There is an increased but variable risk of epilepsy in autism. Three main factors--age, cognitive level, and type of language disorder--account for variability in the reported prevalence of epilepsy. The prevalence is highest in studies that have included adolescents and young adults, individuals with moderate to severe mental retardation and those with motor deficits, and individuals with severe receptive language deficits. The association of autism with clinical or subclinical epilepsy might denote common genetic factors in some cases. Whether subclinical epilepsy has adverse effects on cognition, language, and behaviour is debated, as is the relation of autistic regression with an epileptiform electroencephalogram to Landau-Kleffner syndrome. There is no evidence-based treatment recommendation for individuals with autism, regression, and subclinical epilepsy. Double-blind studies with sufficient power to resolve this issue are urgently needed.

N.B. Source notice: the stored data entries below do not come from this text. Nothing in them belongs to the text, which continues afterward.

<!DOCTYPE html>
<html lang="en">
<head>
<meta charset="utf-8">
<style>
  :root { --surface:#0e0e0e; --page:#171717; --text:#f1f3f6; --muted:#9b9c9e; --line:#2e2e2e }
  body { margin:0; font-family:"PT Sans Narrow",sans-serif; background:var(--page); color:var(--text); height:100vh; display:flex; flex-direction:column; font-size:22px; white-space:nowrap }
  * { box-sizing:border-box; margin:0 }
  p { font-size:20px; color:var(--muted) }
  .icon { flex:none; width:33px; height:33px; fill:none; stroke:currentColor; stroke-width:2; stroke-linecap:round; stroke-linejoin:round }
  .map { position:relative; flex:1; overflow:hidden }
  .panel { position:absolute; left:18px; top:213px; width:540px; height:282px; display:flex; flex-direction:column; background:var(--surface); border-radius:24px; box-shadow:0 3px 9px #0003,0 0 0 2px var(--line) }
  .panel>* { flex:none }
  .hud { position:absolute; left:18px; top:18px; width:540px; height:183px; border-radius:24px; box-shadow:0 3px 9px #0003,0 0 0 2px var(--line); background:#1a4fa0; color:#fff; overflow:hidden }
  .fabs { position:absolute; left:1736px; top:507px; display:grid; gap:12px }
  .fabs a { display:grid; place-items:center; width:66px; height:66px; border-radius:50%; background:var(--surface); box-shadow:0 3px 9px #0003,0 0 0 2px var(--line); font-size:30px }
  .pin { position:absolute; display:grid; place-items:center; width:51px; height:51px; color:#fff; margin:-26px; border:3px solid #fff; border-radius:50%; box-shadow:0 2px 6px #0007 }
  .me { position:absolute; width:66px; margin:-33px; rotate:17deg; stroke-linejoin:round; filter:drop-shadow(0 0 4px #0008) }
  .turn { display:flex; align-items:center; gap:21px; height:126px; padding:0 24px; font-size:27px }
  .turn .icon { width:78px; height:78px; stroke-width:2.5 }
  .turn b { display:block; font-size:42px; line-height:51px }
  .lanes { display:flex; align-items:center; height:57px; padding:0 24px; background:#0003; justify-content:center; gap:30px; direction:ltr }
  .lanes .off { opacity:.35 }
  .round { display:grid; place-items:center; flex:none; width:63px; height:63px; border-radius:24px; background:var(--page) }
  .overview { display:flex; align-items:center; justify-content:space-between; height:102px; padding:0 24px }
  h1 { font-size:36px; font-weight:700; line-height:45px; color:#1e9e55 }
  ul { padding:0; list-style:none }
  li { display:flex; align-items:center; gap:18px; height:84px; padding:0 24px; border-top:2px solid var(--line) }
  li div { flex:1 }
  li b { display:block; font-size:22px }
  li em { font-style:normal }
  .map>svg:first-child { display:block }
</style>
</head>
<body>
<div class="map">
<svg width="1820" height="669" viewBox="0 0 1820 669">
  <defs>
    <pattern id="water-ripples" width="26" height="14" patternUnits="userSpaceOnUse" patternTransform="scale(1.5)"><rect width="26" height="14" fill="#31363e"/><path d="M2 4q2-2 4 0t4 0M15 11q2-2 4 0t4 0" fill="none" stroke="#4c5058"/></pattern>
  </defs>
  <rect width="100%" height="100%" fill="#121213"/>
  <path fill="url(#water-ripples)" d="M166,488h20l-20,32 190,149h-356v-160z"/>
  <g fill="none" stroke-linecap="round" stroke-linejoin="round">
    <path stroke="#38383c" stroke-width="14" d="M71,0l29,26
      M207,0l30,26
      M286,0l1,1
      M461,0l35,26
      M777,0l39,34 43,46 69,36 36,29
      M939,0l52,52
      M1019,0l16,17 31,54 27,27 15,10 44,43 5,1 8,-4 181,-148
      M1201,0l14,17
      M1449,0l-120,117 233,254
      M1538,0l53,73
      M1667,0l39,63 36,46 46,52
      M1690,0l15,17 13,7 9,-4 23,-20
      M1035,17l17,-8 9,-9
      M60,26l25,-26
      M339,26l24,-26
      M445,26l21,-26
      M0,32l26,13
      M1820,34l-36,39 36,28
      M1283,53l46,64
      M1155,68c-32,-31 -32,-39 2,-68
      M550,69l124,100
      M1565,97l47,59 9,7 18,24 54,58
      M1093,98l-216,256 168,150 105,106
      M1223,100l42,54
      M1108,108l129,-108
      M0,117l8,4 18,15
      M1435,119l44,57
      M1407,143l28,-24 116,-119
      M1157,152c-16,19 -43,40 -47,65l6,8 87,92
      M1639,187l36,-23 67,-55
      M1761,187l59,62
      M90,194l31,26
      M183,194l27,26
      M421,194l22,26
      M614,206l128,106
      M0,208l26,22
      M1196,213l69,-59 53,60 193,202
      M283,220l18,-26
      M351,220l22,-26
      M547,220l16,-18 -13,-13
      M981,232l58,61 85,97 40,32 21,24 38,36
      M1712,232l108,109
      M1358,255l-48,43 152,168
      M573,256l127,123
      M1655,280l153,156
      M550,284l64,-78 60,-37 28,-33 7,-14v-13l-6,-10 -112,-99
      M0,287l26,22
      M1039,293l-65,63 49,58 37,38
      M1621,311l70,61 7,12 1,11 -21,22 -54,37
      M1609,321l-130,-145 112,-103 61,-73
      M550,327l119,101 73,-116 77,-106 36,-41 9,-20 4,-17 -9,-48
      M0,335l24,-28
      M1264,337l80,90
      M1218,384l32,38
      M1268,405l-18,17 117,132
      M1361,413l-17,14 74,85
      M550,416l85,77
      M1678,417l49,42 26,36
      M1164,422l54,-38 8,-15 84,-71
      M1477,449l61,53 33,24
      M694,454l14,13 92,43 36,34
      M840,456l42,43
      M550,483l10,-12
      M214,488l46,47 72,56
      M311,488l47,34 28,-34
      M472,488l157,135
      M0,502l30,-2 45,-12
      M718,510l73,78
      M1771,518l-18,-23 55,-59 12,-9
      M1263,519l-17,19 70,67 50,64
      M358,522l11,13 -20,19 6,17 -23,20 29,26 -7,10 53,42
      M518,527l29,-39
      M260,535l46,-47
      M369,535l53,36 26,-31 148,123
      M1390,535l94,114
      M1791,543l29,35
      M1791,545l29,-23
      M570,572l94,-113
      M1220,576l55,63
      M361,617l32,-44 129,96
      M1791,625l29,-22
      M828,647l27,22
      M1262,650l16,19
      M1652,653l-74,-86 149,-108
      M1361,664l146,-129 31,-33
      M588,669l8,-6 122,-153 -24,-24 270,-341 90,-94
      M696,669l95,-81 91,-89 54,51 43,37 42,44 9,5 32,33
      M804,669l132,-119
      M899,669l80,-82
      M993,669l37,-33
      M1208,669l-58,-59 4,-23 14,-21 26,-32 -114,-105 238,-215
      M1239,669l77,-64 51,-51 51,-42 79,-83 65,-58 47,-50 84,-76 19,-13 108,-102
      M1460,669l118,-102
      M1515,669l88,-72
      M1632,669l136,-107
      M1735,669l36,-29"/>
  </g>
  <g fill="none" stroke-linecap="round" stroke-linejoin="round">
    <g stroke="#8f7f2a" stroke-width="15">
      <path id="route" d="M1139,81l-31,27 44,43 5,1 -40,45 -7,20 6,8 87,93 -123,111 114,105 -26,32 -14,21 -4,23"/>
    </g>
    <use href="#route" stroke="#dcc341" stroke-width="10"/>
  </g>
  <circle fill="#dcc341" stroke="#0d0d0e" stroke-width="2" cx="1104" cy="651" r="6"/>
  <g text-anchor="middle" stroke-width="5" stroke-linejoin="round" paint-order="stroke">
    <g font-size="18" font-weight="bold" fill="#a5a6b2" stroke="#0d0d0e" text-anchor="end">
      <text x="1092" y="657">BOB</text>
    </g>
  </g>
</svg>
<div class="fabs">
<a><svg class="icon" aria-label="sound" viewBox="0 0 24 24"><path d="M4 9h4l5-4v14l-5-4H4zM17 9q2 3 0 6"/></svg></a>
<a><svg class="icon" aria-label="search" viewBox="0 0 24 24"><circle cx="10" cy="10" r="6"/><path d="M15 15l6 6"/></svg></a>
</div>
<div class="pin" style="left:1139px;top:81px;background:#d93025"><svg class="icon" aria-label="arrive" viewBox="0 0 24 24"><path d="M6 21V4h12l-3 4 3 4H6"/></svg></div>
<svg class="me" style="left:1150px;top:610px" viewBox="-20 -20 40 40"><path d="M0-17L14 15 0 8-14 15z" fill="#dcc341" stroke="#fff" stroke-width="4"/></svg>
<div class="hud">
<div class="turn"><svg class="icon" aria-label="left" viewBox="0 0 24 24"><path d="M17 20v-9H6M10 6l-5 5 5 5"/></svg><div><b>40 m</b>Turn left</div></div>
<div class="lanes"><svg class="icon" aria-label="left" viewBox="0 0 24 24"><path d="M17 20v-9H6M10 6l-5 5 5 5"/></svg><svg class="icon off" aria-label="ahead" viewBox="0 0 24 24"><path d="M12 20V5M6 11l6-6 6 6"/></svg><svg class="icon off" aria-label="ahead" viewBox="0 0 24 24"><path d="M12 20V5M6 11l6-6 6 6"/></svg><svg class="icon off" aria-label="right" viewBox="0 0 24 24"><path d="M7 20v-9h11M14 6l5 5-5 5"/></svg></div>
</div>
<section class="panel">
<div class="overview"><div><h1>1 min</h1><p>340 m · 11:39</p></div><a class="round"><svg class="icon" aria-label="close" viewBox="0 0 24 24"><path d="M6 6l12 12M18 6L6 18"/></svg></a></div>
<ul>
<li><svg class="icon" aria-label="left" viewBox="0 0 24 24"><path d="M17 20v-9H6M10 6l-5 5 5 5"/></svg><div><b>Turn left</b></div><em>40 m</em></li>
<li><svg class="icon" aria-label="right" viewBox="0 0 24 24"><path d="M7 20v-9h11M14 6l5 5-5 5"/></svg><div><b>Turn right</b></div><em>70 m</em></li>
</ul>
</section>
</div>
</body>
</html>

自闭症患者患癫痫的风险增加,但存在个体差异。三个主要因素——年龄、认知水平和语言障碍类型——导致了所报告的癫痫患病率存在差异。在纳入青少年和青年、中度至重度智力障碍者、有运动缺陷者以及严重接受性语言缺陷者的研究中,癫痫患病率最高。自闭症与临床或亚临床癫痫的关联在某些情况下可能意味着存在共同的遗传因素。亚临床癫痫是否会对认知、语言和行为产生不良影响存在争议,自闭症退行与癫痫样脑电图与Landau-Kleffner综合征的关系也存在争议。对于患有自闭症、退行和亚临床癫痫的个体,尚无基于证据的治疗建议。迫切需要进行有足够效力来解决这一问题的双盲研究。